WHAT YOU HAVE TO DO. Send back the entries below exactly as they appear.

=== Section Start ===

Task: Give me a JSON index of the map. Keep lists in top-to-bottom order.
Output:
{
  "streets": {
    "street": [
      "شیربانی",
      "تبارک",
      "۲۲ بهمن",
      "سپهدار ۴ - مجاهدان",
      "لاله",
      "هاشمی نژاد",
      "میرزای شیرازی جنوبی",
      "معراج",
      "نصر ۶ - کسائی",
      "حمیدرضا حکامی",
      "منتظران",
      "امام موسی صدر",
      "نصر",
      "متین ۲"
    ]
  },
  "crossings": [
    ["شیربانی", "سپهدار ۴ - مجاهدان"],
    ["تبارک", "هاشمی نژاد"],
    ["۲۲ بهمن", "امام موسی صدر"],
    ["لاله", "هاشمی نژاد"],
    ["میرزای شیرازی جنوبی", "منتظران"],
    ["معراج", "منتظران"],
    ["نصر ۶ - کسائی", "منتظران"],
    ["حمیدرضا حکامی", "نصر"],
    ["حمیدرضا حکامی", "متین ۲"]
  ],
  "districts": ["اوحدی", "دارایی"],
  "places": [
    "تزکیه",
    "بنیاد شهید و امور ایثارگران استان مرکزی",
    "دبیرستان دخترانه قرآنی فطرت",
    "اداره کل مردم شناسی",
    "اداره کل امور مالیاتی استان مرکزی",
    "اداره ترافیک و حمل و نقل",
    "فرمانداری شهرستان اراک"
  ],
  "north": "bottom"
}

=== Section End ===

YOUR SOLUTION.
Task: Give me a JSON index of the map. Keep lists in top-to-bottom order.
Output:
{
  "streets": {
    "street": [
      "شیربانی",
      "تبارک",
      "۲۲ بهمن",
      "سپهدار ۴ - مجاهدان",
      "لاله",
      "هاشمی نژاد",
      "میرزای شیرازی جنوبی",
      "معراج",
      "نصر ۶ - کسائی",
      "حمیدرضا حکامی",
      "منتظران",
      "امام موسی صدر",
      "نصر",
      "متین ۲"
    ]
  },
  "crossings": [
    ["شیربانی", "سپهدار ۴ - مجاهدان"],
    ["تبارک", "هاشمی نژاد"],
    ["۲۲ بهمن", "امام موسی صدر"],
    ["لاله", "هاشمی نژاد"],
    ["میرزای شیرازی جنوبی", "منتظران"],
    ["معراج", "منتظران"],
    ["نصر ۶ - کسائی", "منتظران"],
    ["حمیدرضا حکامی", "نصر"],
    ["حمیدرضا حکامی", "متین ۲"]
  ],
  "districts": ["اوحدی", "دارایی"],
  "places": [
    "تزکیه",
    "بنیاد شهید و امور ایثارگران استان مرکزی",
    "دبیرستان دخترانه قرآنی فطرت",
    "اداره کل مردم شناسی",
    "اداره کل امور مالیاتی استان مرکزی",
    "اداره ترافیک و حمل و نقل",
    "فرمانداری شهرستان اراک"
  ],
  "north": "bottom"
}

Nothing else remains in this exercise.